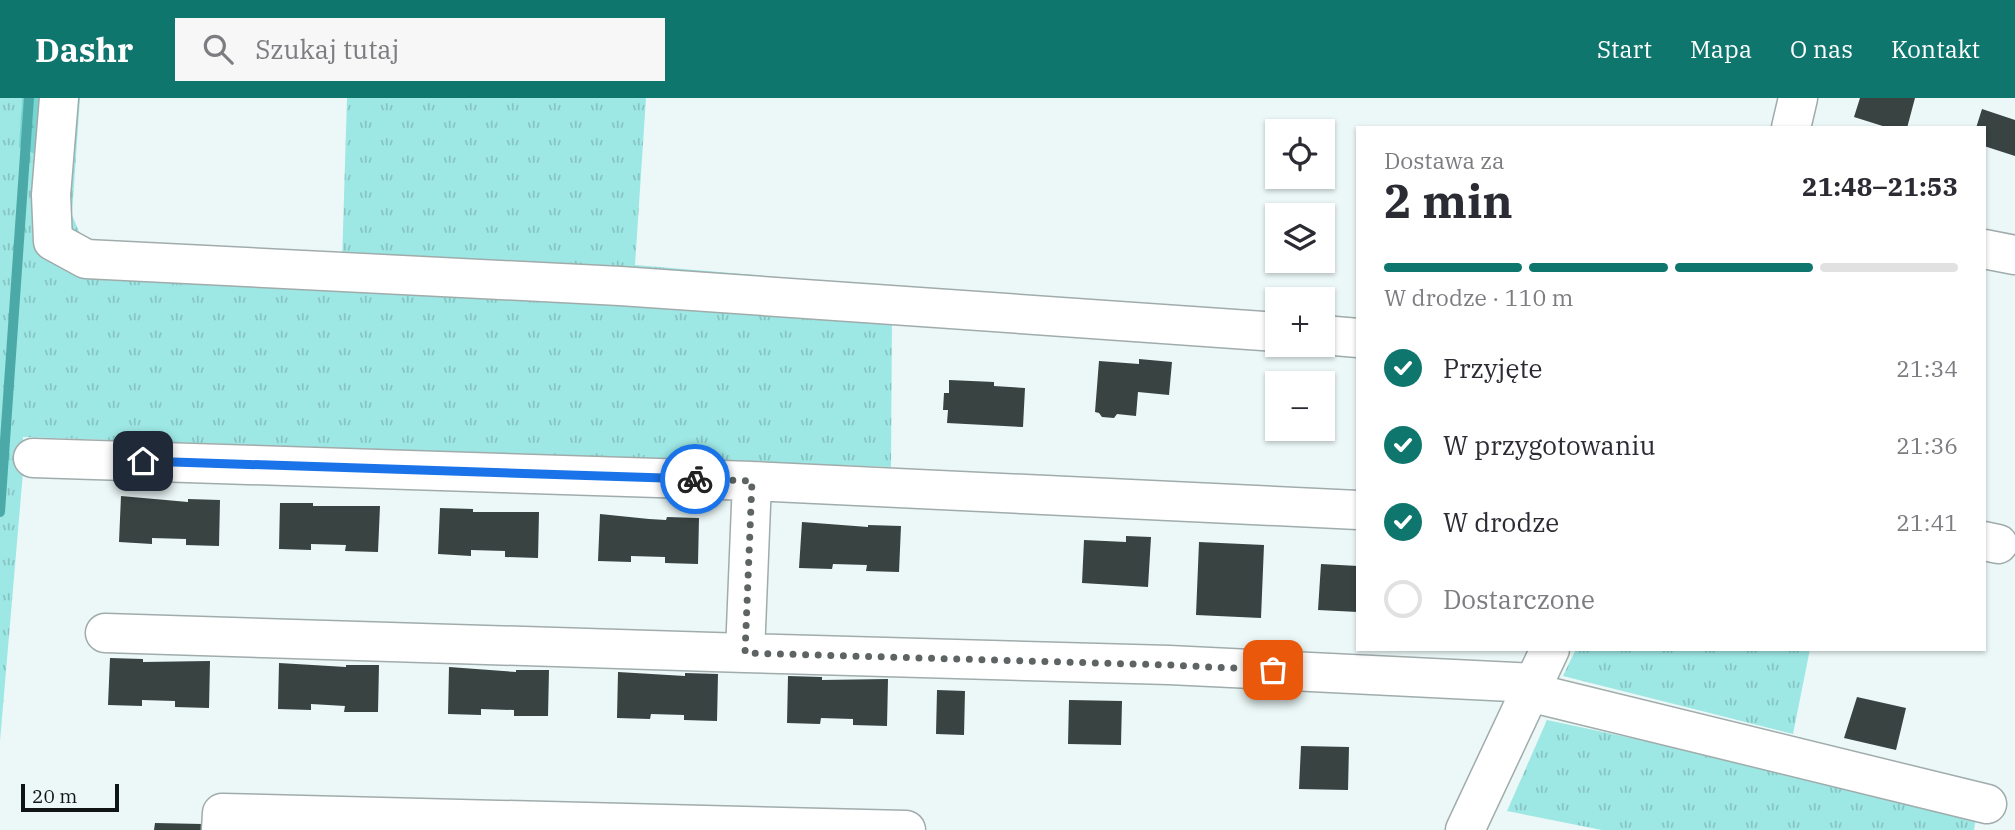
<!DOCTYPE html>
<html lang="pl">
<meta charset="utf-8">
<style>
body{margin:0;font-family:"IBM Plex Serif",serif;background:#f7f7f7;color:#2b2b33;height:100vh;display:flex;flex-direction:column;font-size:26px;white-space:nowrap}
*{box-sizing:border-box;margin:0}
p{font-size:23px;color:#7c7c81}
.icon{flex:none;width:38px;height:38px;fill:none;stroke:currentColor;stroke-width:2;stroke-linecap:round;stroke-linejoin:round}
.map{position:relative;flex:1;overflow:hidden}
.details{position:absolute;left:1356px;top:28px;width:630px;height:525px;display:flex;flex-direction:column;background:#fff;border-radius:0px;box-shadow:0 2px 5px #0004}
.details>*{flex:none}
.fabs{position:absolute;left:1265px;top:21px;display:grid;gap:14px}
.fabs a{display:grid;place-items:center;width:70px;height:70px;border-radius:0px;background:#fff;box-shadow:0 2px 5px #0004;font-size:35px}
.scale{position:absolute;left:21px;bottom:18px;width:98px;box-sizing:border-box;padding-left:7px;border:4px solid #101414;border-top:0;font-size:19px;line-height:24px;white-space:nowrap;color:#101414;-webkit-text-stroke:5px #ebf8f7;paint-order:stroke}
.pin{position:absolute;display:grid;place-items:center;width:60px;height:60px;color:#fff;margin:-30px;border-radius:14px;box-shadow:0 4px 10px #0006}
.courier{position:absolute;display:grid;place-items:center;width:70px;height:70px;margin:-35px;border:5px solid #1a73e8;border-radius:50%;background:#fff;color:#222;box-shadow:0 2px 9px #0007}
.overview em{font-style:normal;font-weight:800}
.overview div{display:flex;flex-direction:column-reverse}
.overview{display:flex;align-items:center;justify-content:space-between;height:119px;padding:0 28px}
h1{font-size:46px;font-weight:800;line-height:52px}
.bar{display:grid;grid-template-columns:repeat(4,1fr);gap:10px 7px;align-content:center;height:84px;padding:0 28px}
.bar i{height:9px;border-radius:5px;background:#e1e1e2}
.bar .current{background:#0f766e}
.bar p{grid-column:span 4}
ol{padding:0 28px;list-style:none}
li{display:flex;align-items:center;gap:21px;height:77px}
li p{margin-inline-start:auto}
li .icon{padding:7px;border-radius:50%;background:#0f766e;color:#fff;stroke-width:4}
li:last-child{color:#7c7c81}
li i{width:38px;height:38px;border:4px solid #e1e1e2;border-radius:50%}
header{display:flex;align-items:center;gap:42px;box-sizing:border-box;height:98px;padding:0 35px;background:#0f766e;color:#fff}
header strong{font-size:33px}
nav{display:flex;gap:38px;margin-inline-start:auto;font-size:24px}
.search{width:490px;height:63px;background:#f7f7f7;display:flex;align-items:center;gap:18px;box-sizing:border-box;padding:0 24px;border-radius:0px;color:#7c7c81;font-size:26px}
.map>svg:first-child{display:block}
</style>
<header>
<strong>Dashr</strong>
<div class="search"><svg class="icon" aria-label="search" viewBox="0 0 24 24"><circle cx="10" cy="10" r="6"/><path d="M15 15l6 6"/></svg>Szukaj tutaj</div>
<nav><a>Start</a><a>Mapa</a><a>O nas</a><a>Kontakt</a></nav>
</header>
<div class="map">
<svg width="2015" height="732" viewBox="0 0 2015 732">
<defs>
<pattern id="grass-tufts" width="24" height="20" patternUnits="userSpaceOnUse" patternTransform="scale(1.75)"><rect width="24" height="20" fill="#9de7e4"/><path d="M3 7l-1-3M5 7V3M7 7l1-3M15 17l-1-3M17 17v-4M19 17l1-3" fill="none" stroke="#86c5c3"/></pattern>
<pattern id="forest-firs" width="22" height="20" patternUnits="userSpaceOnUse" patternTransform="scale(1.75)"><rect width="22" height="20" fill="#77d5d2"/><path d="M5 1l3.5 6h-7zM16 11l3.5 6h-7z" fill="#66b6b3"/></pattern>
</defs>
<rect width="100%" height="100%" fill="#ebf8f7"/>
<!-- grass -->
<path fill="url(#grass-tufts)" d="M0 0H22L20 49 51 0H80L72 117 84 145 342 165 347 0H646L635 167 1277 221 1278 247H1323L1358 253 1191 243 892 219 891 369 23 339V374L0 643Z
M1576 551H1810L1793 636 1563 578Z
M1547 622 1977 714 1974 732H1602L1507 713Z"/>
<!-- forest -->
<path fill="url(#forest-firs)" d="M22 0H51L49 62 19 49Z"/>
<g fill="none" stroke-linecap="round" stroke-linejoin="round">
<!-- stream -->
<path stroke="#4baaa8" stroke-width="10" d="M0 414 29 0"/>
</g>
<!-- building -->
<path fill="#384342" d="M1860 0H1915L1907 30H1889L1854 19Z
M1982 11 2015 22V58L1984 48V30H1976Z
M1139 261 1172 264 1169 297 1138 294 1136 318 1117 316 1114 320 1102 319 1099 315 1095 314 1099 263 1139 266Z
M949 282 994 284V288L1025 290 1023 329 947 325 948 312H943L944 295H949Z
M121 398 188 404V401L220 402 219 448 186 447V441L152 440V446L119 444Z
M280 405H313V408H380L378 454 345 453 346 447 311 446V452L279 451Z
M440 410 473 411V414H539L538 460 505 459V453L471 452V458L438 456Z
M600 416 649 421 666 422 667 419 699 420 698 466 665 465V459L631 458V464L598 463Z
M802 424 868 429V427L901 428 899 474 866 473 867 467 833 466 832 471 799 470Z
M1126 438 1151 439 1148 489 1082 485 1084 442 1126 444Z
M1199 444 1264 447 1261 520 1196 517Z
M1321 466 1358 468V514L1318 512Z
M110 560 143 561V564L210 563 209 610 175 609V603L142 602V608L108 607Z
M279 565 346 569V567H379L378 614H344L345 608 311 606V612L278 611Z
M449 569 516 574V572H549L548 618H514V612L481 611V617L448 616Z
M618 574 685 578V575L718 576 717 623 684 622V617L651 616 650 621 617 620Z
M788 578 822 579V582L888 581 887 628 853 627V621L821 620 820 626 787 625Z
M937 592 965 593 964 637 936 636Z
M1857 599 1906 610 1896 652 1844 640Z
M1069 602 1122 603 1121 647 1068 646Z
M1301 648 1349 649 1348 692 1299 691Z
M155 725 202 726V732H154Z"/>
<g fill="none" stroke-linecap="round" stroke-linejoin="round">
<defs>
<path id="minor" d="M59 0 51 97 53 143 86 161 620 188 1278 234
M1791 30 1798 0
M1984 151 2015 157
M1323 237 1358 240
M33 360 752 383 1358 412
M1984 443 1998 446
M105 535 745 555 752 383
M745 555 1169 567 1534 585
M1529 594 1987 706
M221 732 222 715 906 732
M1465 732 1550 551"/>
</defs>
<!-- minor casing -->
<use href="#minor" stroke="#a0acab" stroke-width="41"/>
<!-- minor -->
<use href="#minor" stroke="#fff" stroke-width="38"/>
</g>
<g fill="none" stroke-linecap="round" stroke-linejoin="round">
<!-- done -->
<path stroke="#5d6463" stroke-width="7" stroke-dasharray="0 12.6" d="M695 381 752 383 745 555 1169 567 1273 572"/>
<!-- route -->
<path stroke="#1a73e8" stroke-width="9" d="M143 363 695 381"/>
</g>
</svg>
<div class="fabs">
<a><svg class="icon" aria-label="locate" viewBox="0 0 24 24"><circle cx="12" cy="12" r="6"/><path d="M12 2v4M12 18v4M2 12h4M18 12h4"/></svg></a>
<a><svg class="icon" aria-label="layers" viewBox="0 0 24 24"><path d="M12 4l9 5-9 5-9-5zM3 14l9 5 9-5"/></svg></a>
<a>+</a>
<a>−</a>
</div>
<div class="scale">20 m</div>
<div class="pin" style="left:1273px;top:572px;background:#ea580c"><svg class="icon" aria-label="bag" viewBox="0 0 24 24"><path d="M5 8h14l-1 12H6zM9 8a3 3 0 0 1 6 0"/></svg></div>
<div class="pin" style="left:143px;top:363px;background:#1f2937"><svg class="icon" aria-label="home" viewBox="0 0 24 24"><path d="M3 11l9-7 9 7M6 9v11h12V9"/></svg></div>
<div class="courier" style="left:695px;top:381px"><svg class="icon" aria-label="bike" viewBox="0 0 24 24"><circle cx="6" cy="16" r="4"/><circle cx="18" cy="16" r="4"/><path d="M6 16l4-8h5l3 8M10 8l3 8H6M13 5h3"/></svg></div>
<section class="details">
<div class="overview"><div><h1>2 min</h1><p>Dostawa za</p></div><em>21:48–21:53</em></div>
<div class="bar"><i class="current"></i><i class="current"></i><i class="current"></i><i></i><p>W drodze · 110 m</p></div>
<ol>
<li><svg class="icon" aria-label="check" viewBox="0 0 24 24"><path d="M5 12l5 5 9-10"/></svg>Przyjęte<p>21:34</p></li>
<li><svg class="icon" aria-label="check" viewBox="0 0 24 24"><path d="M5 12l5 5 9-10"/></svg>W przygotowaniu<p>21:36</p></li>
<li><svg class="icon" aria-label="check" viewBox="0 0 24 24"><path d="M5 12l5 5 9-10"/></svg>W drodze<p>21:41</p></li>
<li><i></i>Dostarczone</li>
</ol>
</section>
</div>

----------------

Of the lines above, copy each that contains "drodze".

Task response ->
<div class="bar"><i class="current"></i><i class="current"></i><i class="current"></i><i></i><p>W drodze · 110 m</p></div>
<li><svg class="icon" aria-label="check" viewBox="0 0 24 24"><path d="M5 12l5 5 9-10"/></svg>W drodze<p>21:41</p></li>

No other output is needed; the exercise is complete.